Santos la miró con expresión tan culpable que casi parecía cómico. Por desgracia, no había nada gracioso en ello.

– Vamos a algún lugar donde podamos hablar en privado.

– Te acostaste con ella, ¿verdad, Santos? -preguntó, elevando el tono de voz-. Dime que no lo hiciste. Dímelo.

– No puedo, y lo siento. No quería hacerte daño.

– Dios mío… Después de todo lo que nos hizo. ¿Cómo has podido?

– No quería hacerlo, no lo planeé así -bajó la voz-. Pero ocurrió.

– ¿Y se supone que debo sentirme mejor por eso? -preguntó entre lágrimas-. ¿Crees que me tranquiliza que no lo hicieras empujado por una irresistible pasión?

Santos intentó tomarla del brazo, pero Liz no lo permitió.

– Lo siento.

– Sí, claro. ¿Cuándo pensabas decírmelo? ¿O es que estabas pensando en acostarte con las dos?

Santos miró a su alrededor, incómodo.

– Este no es el lugar más adecuado para una discusión. Por favor, vayamos a otro sitio.

– ¿Para qué, para que intentes explicarte? ¿Para intentar que me sienta mejor? Olvídalo.

– No quería hacerte daño. Por Dios, es lo último que querría hacer. Como he dicho antes, no sé lo que ocurrió. Pero ocurrió.

– Y supongo que ahora vas a decir que todo fue un error. Supongo que vas a pedirme perdón, que vas a insistir en que las cosas pueden seguir como antes.

Liz no pudo negar la llama de esperanza que aún vivía en su interior. En el fondo estaba dispuesta a perdonarlo por mucho dolor que le hubiera causado.

Pero Santos no dijo nada. Su silencio fue muy clarificador. Liz se sintió completamente ridícula. Se había expuesto de forma innecesaria con aquellas palabras.

– No debí confiar en ti. No debí creerte cuando dijiste que no la querías.

– No la quiero. Pero ahora me doy cuenta de que tú y yo no tenemos ningún futuro. Y no sería justo contigo si te engañara.
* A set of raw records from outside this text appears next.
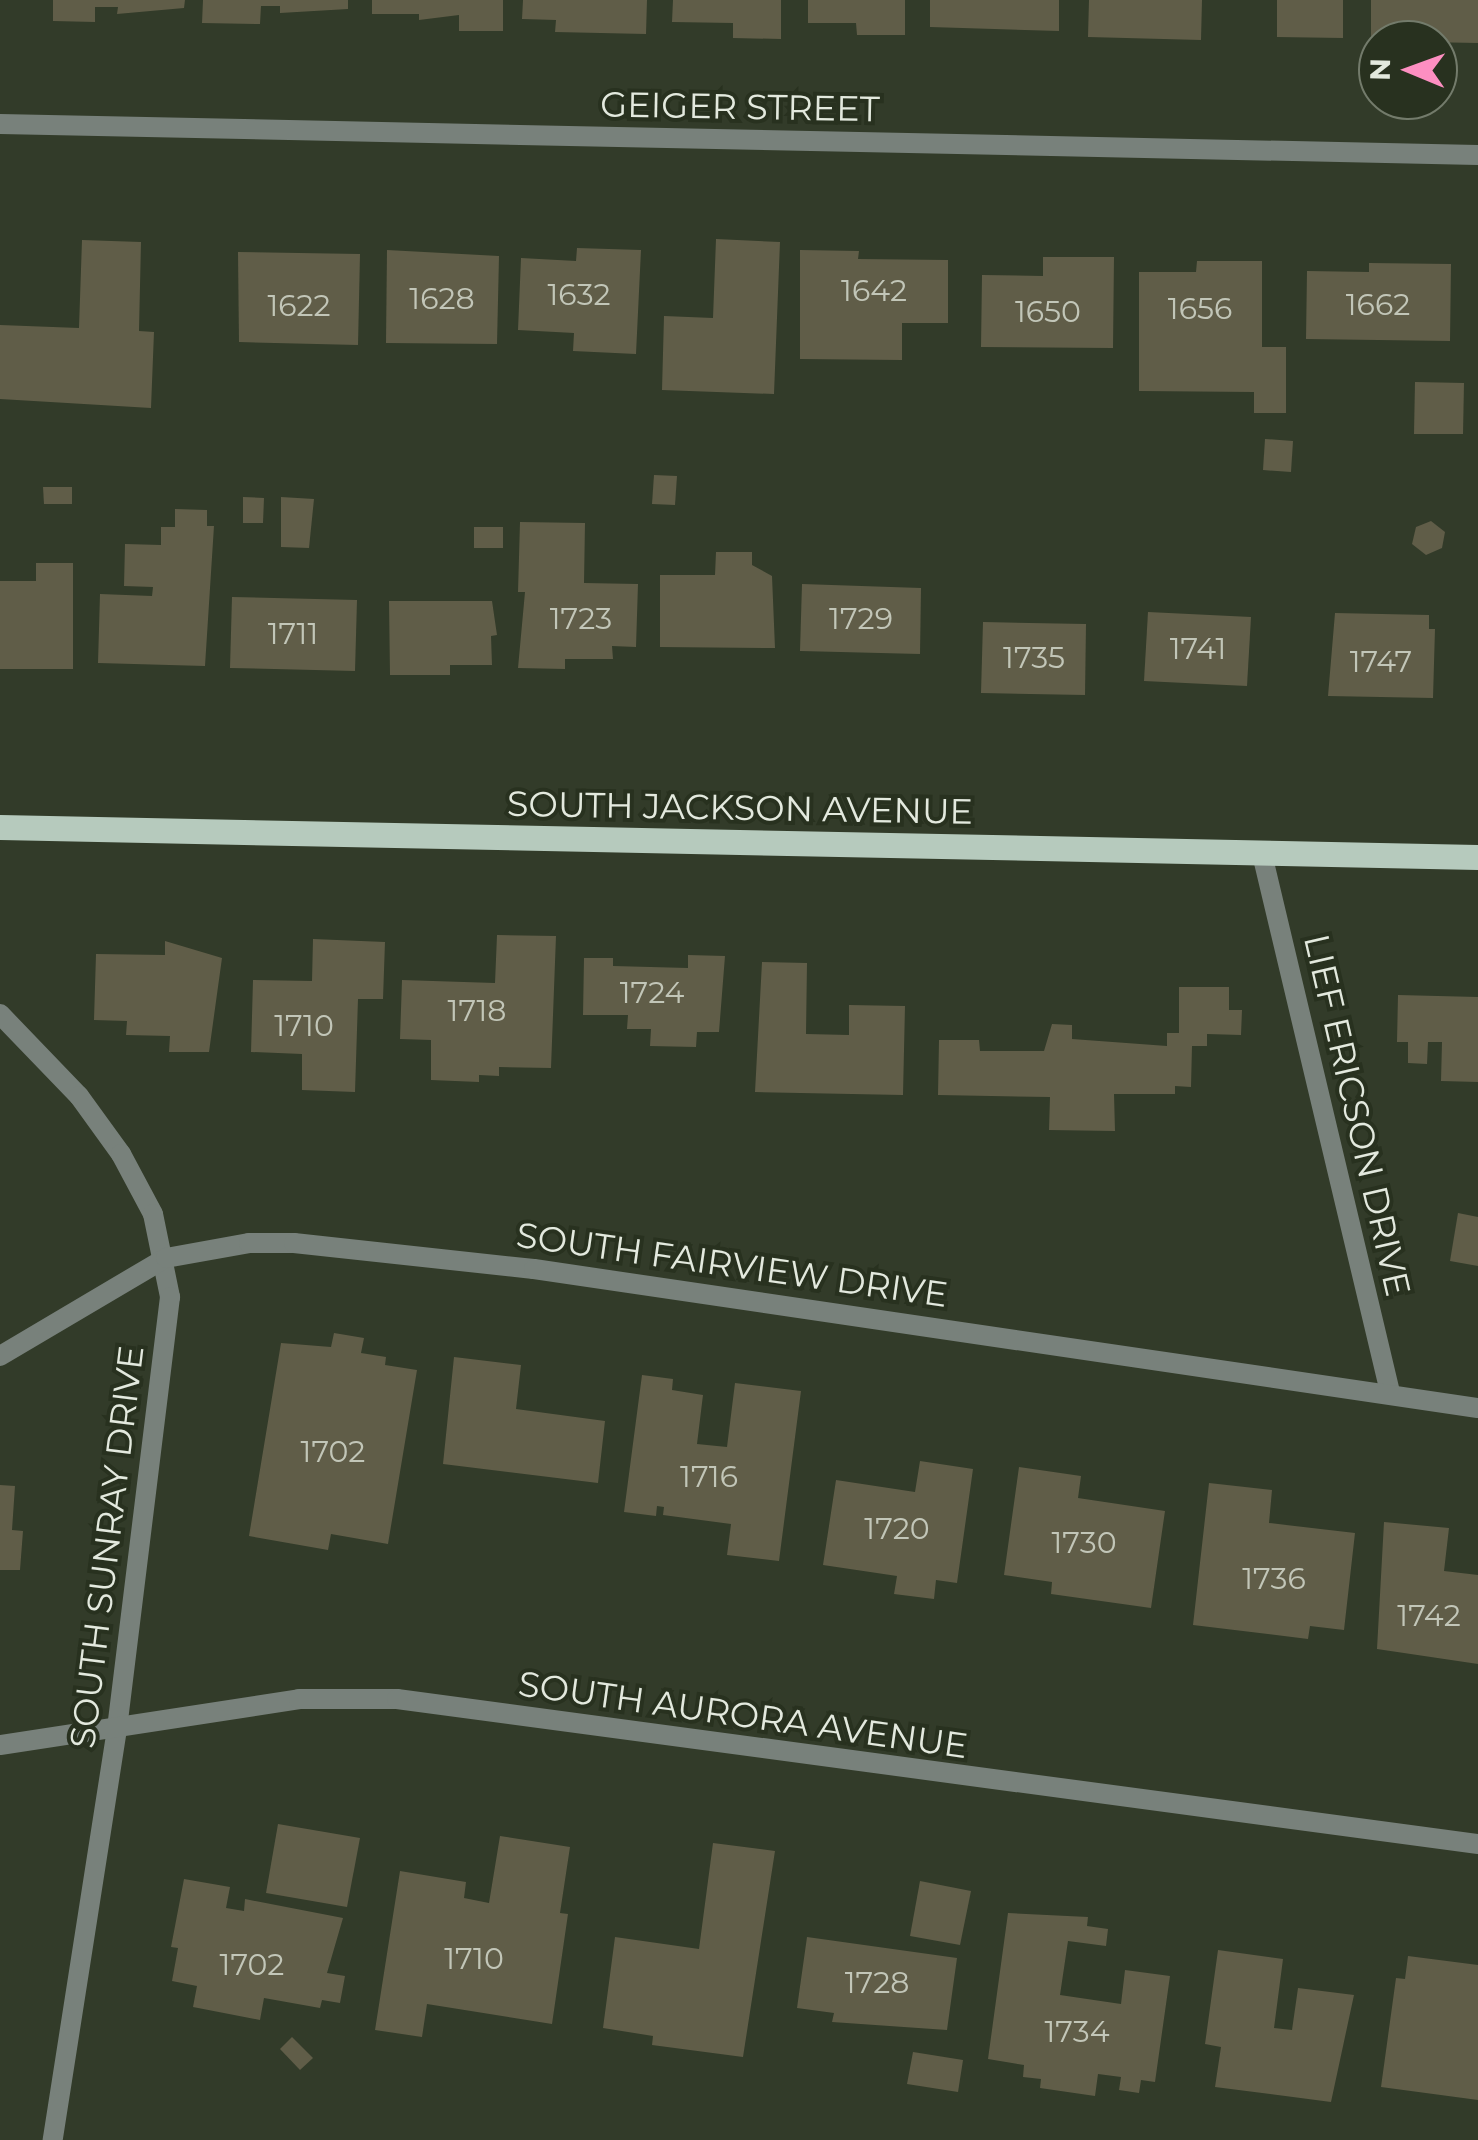 <!DOCTYPE html>
<html>
<head>
<meta charset="utf-8">
<style>
  body { margin:0 }
  #map { position:relative; width:1478px; height:2140px; overflow:hidden; background:#323b29; font-family:Montserrat,sans-serif }
  div>[style] { position:absolute }
  .building>* { inset:0; background:#605d48 }
  .street>* { height:20px; margin:-10px; padding:0 10px; transform-origin:10px; border-radius:10px; background:#78817b }
  .primary>* { height:25px; margin:-12.5px; padding:0 12.5px; transform-origin:12.5px; border-radius:12.5px; background:#b6cabd }
  span { translate:-50% -50%; white-space:nowrap; text-align:center; line-height:1.15; -webkit-text-stroke:8px #28311f; paint-order:stroke }
  .number-label { font-size:30px; color:#c2c6b8 }
  .number-label span { -webkit-text-stroke-width:0 }
  .street-label { font-size:35px; color:#e3e9de }
  .north { position:absolute; left:1358px; top:20px; width:100px; height:100px; box-sizing:border-box; background:#28311f; border:2px solid #737b6b; border-radius:50%; rotate:271deg; font-size:28px; font-weight:700; line-height:40px; text-align:center; color:#e3e9de }
  .north::after { content:''; display:block; margin:auto; width:35px; height:45px; background:#fd8fc1; clip-path:polygon(50% 0,100% 100%,50% 72%,0 100%) }
</style>
</head>
<body>
<div id="map">
  <div class="building">
    <i style="clip-path:polygon(53px 0,185px 0,184px 8px,117px 14px,118px 7px,95px 7px,95px 22px,53px 21px)"></i>
    <i style="clip-path:polygon(203px 0,348px 0,348px 9px,280px 13px,280px 6px,261px 6px,260px 24px,202px 23px)"></i>
    <i style="clip-path:polygon(372px 0,503px 0,503px 31px,459px 31px,459px 15px,419px 20px,419px 14px,372px 14px)"></i>
    <i style="clip-path:polygon(523px 0,647px 0,646px 34px,555px 32px,556px 20px,522px 19px)"></i>
    <i style="clip-path:polygon(673px 0,781px 0,781px 39px,733px 38px,733px 23px,672px 22px)"></i>
    <i style="clip-path:polygon(808px 0,905px 0,905px 35px,857px 35px,856px 23px,808px 23px)"></i>
    <i style="clip-path:polygon(930px 0,1059px 0,1059px 31px,930px 27px)"></i>
    <i style="clip-path:polygon(1089px 0,1202px 0,1201px 40px,1088px 37px)"></i>
    <i style="clip-path:polygon(1277px 0,1343px 0,1343px 38px,1277px 37px)"></i>
    <i style="clip-path:polygon(1371px 0,1478px 0,1478px 43px,1371px 41px)"></i>
    <i style="clip-path:polygon(716px 239px,780px 242px,774px 394px,662px 390px,664px 316px,713px 318px)"></i>
    <i style="clip-path:polygon(82px 240px,141px 242px,139px 331px,154px 332px,151px 408px,0 399px,0 325px,79px 328px)"></i>
    <i style="clip-path:polygon(577px 248px,641px 250px,636px 354px,573px 351px,574px 333px,518px 330px,521px 258px,576px 261px)"></i>
    <i style="clip-path:polygon(387px 250px,499px 256px,497px 344px,386px 343px)"></i>
    <i style="clip-path:polygon(800px 250px,859px 251px,858px 259px,948px 260px,948px 323px,902px 323px,902px 360px,800px 359px)"></i>
    <i style="clip-path:polygon(238px 252px,360px 254px,358px 345px,239px 342px)"></i>
    <i style="clip-path:polygon(1043px 257px,1114px 257px,1113px 348px,981px 347px,982px 275px,1043px 276px)"></i>
    <i style="clip-path:polygon(1197px 261px,1262px 261px,1262px 347px,1286px 347px,1286px 413px,1254px 413px,1254px 392px,1139px 391px,1139px 272px,1196px 272px)"></i>
    <i style="clip-path:polygon(1369px 263px,1451px 264px,1450px 341px,1306px 339px,1307px 271px,1369px 272px)"></i>
    <i style="clip-path:polygon(1415px 382px,1464px 383px,1463px 434px,1414px 434px)"></i>
    <i style="clip-path:polygon(1265px 439px,1293px 441px,1291px 472px,1263px 470px)"></i>
    <i style="clip-path:polygon(654px 475px,677px 476px,675px 505px,652px 504px)"></i>
    <i style="clip-path:polygon(43px 487px,72px 487px,72px 504px,44px 504px)"></i>
    <i style="clip-path:polygon(243px 497px,264px 498px,263px 523px,243px 523px)"></i>
    <i style="clip-path:polygon(281px 497px,314px 499px,309px 548px,281px 547px)"></i>
    <i style="clip-path:polygon(175px 509px,207px 510px,207px 526px,214px 526px,205px 666px,98px 663px,100px 594px,152px 596px,153px 587px,124px 586px,125px 544px,161px 545px,161px 527px,175px 527px)"></i>
    <i style="clip-path:polygon(1431px 521px,1445px 532px,1442px 548px,1426px 555px,1412px 544px,1416px 527px)"></i>
    <i style="clip-path:polygon(520px 522px,585px 523px,584px 583px,638px 584px,636px 647px,612px 646px,613px 659px,565px 659px,565px 669px,518px 668px,525px 592px,518px 592px)"></i>
    <i style="clip-path:polygon(474px 527px,503px 527px,503px 548px,474px 548px)"></i>
    <i style="clip-path:polygon(716px 552px,752px 552px,752px 565px,772px 576px,775px 648px,660px 647px,660px 575px,715px 575px)"></i>
    <i style="clip-path:polygon(36px 563px,73px 563px,73px 669px,0 669px,0 581px,36px 581px)"></i>
    <i style="clip-path:polygon(802px 584px,921px 588px,920px 654px,800px 651px)"></i>
    <i style="clip-path:polygon(232px 597px,357px 600px,355px 671px,230px 668px)"></i>
    <i style="clip-path:polygon(389px 601px,492px 601px,497px 635px,491px 636px,492px 665px,450px 665px,450px 675px,390px 675px)"></i>
    <i style="clip-path:polygon(1148px 612px,1251px 617px,1247px 686px,1144px 681px)"></i>
    <i style="clip-path:polygon(1335px 613px,1429px 615px,1429px 629px,1435px 629px,1433px 698px,1328px 696px)"></i>
    <i style="clip-path:polygon(983px 622px,1086px 624px,1085px 695px,981px 693px)"></i>
    <i style="clip-path:polygon(497px 935px,556px 936px,551px 1068px,499px 1067px,499px 1076px,479px 1075px,479px 1082px,431px 1080px,431px 1040px,400px 1039px,402px 980px,495px 983px)"></i>
    <i style="clip-path:polygon(313px 939px,385px 942px,383px 999px,358px 999px,355px 1092px,302px 1090px,302px 1054px,251px 1052px,253px 980px,312px 981px)"></i>
    <i style="clip-path:polygon(165px 941px,222px 958px,209px 1052px,169px 1052px,170px 1036px,126px 1035px,127px 1021px,94px 1020px,96px 954px,165px 955px)"></i>
    <i style="clip-path:polygon(688px 955px,725px 956px,719px 1032px,697px 1032px,696px 1047px,650px 1046px,651px 1029px,627px 1029px,628px 1015px,583px 1015px,584px 958px,613px 958px,613px 966px,688px 968px)"></i>
    <i style="clip-path:polygon(762px 962px,807px 963px,806px 1034px,849px 1035px,849px 1005px,905px 1006px,903px 1095px,755px 1092px)"></i>
    <i style="clip-path:polygon(1179px 987px,1229px 987px,1229px 1010px,1242px 1010px,1241px 1035px,1207px 1034px,1207px 1046px,1192px 1046px,1191px 1087px,1175px 1086px,1175px 1094px,1114px 1094px,1115px 1131px,1049px 1130px,1050px 1097px,938px 1095px,939px 1040px,979px 1040px,980px 1051px,1044px 1051px,1052px 1024px,1072px 1025px,1072px 1039px,1167px 1046px,1167px 1033px,1179px 1033px)"></i>
    <i style="clip-path:polygon(1398px 995px,1478px 997px,1478px 1082px,1441px 1081px,1442px 1042px,1428px 1042px,1427px 1064px,1408px 1063px,1408px 1042px,1397px 1042px)"></i>
    <i style="clip-path:polygon(1458px 1213px,1478px 1217px,1478px 1266px,1450px 1261px)"></i>
    <i style="clip-path:polygon(334px 1333px,364px 1338px,361px 1353px,386px 1357px,385px 1365px,417px 1370px,388px 1544px,331px 1534px,328px 1550px,249px 1536px,281px 1343px,331px 1347px)"></i>
    <i style="clip-path:polygon(454px 1357px,521px 1365px,516px 1409px,605px 1421px,598px 1483px,443px 1464px)"></i>
    <i style="clip-path:polygon(642px 1375px,673px 1379px,672px 1390px,703px 1395px,697px 1444px,727px 1447px,735px 1383px,801px 1391px,779px 1561px,727px 1555px,731px 1524px,663px 1515px,664px 1507px,657px 1506px,656px 1516px,624px 1512px)"></i>
    <i style="clip-path:polygon(920px 1461px,973px 1469px,957px 1583px,936px 1580px,934px 1599px,894px 1594px,897px 1576px,823px 1565px,836px 1480px,915px 1492px)"></i>
    <i style="clip-path:polygon(1019px 1467px,1081px 1476px,1078px 1498px,1165px 1511px,1151px 1608px,1051px 1594px,1052px 1582px,1004px 1575px)"></i>
    <i style="clip-path:polygon(1209px 1483px,1272px 1490px,1269px 1523px,1355px 1533px,1344px 1630px,1310px 1626px,1308px 1639px,1193px 1625px)"></i>
    <i style="clip-path:polygon(0 1485px,15px 1486px,12px 1530px,23px 1531px,20px 1570px,0 1570px)"></i>
    <i style="clip-path:polygon(1384px 1522px,1449px 1528px,1444px 1571px,1478px 1575px,1478px 1664px,1377px 1649px)"></i>
    <i style="clip-path:polygon(278px 1824px,360px 1838px,347px 1907px,266px 1893px)"></i>
    <i style="clip-path:polygon(500px 1836px,570px 1847px,560px 1913px,568px 1914px,552px 2024px,427px 2004px,422px 2037px,375px 2030px,400px 1871px,466px 1882px,464px 1898px,489px 1903px)"></i>
    <i style="clip-path:polygon(713px 1843px,775px 1851px,743px 2057px,652px 2045px,653px 2036px,603px 2028px,615px 1937px,699px 1949px)"></i>
    <i style="clip-path:polygon(184px 1879px,230px 1887px,226px 1908px,244px 1911px,245px 1899px,343px 1918px,327px 1973px,345px 1976px,340px 2003px,322px 2000px,320px 2008px,264px 1998px,260px 2020px,193px 2007px,197px 1986px,172px 1981px,178px 1948px,171px 1947px)"></i>
    <i style="clip-path:polygon(920px 1881px,971px 1891px,960px 1945px,910px 1936px)"></i>
    <i style="clip-path:polygon(1008px 1913px,1088px 1917px,1087px 1926px,1108px 1929px,1106px 1946px,1068px 1941px,1060px 1995px,1121px 2004px,1125px 1970px,1170px 1976px,1155px 2082px,1141px 2080px,1139px 2093px,1119px 2090px,1121px 2077px,1098px 2074px,1095px 2096px,1040px 2088px,1041px 2079px,1023px 2077px,1024px 2065px,988px 2059px)"></i>
    <i style="clip-path:polygon(807px 1937px,957px 1958px,947px 2030px,832px 2022px,834px 2013px,797px 2008px)"></i>
    <i style="clip-path:polygon(1218px 1950px,1283px 1959px,1274px 2028px,1292px 2030px,1298px 1988px,1354px 1995px,1331px 2102px,1215px 2087px,1221px 2047px,1205px 2044px)"></i>
    <i style="clip-path:polygon(1408px 1956px,1478px 1965px,1478px 2100px,1381px 2087px,1396px 1978px,1405px 1979px)"></i>
    <i style="clip-path:polygon(292px 2037px,313px 2058px,300px 2070px,280px 2049px)"></i>
    <i style="clip-path:polygon(913px 2052px,963px 2060px,958px 2092px,907px 2084px)"></i>
  </div>
  <div class="street">
    <i style="left:0;top:124px;width:1478px;rotate:1.2deg"></i>
    <i style="left:1262px;top:854px;width:553px;rotate:76.62deg"></i>
    <i style="left:0;top:1014px;width:114px;rotate:46.1deg"></i>
    <i style="left:79px;top:1096px;width:72px;rotate:54.1deg"></i>
    <i style="left:121px;top:1154px;width:68px;rotate:61.9deg"></i>
    <i style="left:153px;top:1214px;width:85px;rotate:78.4deg"></i>
    <i style="left:170px;top:1297px;width:435px;rotate:97deg"></i>
    <i style="left:117px;top:1729px;width:416px;rotate:98.9deg"></i>
    <i style="left:0;top:1356px;width:193px;rotate:-30.6deg"></i>
    <i style="left:166px;top:1258px;width:84px;rotate:-10.2deg"></i>
    <i style="left:249px;top:1243px;width:45px"></i>
    <i style="left:294px;top:1243px;width:241px;rotate:6.2deg"></i>
    <i style="left:534px;top:1269px;width:954px;rotate:8.38deg"></i>
    <i style="left:0;top:1745px;width:303px;rotate:-8.7deg"></i>
    <i style="left:299px;top:1699px;width:98px"></i>
    <i style="left:397px;top:1699px;width:1091px;rotate:7.64deg"></i>
  </div>
  <div class="primary">
    <i style="left:0;top:827px;width:1478px;rotate:1.16deg"></i>
  </div>
  <div class="number-label">
    <span style="left:874px;top:291px">1642</span>
    <span style="left:579px;top:295px">1632</span>
    <span style="left:442px;top:299px">1628</span>
    <span style="left:1378px;top:305px">1662</span>
    <span style="left:299px;top:306px">1622</span>
    <span style="left:1200px;top:309px">1656</span>
    <span style="left:1048px;top:312px">1650</span>
    <span style="left:581px;top:619px">1723</span>
    <span style="left:861px;top:619px">1729</span>
    <span style="left:293px;top:634px">1711</span>
    <span style="left:1198px;top:649px">1741</span>
    <span style="left:1034px;top:658px">1735</span>
    <span style="left:1381px;top:662px">1747</span>
    <span style="left:652px;top:993px">1724</span>
    <span style="left:477px;top:1011px">1718</span>
    <span style="left:304px;top:1026px">1710</span>
    <span style="left:333px;top:1452px">1702</span>
    <span style="left:709px;top:1477px">1716</span>
    <span style="left:897px;top:1529px">1720</span>
    <span style="left:1084px;top:1543px">1730</span>
    <span style="left:1274px;top:1579px">1736</span>
    <span style="left:1429px;top:1616px">1742</span>
    <span style="left:474px;top:1959px">1710</span>
    <span style="left:252px;top:1965px">1702</span>
    <span style="left:877px;top:1983px">1728</span>
    <span style="left:1077px;top:2032px">1734</span>
  </div>
  <div class="street-label">
    <span style="left:740px;top:107px;rotate:1deg">GEIGER STREET</span>
    <span style="left:740px;top:808px;rotate:1deg">SOUTH JACKSON AVENUE</span>
    <span style="left:1357px;top:1115px;rotate:77deg">LIEF ERICSON DRIVE</span>
    <span style="left:732px;top:1265px;rotate:8deg">SOUTH FAIRVIEW DRIVE</span>
    <span style="left:107px;top:1547px;rotate:-83deg">SOUTH SUNRAY DRIVE</span>
    <span style="left:743px;top:1715px;rotate:8deg">SOUTH AURORA AVENUE</span>
  </div>
  <div class="north">N</div>
</div>
</body>
</html>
El odio que sentía hacia Glory Saint Germaine se incrementó. Le había robado la oportunidad de estudiar y ahora le robaba al hombre que amaba. Si seguía así terminaría arreglándoselas para quitarle también el restaurante y el aire que respiraba.

Santos pareció leer sus pensamientos. La tomó del brazo y la obligó, cariñosamente, a mirarlo.

– No tiene nada que ver con ella. Es algo sobre nosotros, sobre lo que sentimos el uno por el otro.

Liz hizo un esfuerzo para no llorar, para no humillarse aún más.

– Bueno, supongo que no puedes ser más claro de lo que eres.

– Lo siento, Liz. Me gustaría que pudiéramos seguir siendo amigos…

– No digas eso, por favor. Te quiero tanto que querría estar siempre a tu lado y… Duele más de lo que puedo soportar.

– Liz, lo siento tanto…

– Ya te has disculpado, Santos. Pero si realmente lo sintieras no te habrías acostado con ella, en primer lugar. No lo habrías hecho de haber sido cierto todo lo que dijiste sobre Glory y sobre tus sentimientos. Pero eran mentiras, ¿no es verdad? Todo lo que me dijiste era mentira.

– No -negó con la cabeza-. No te he mentido nunca.

– No. Hiciste algo más peligroso. Te mentiste a ti mismo. No quiero volver a hablar contigo. No quiero volver a verte. Y te aseguro que no os perdonaré a ninguno de los dos por lo que habéis hecho. En toda mi vida.

Capítulo 53

En los últimos días de su vida, Lily había cambiado su testamento. Por irónico que fuera había dejado la casa de River Road a Glory y todo lo demás a Santos. Y el anuncio oficial supuso un verdadero golpe para el detective. No pensaba que mereciera la casa, ni le preocupaba en modo alguno lo que valiera. Pero la amaba.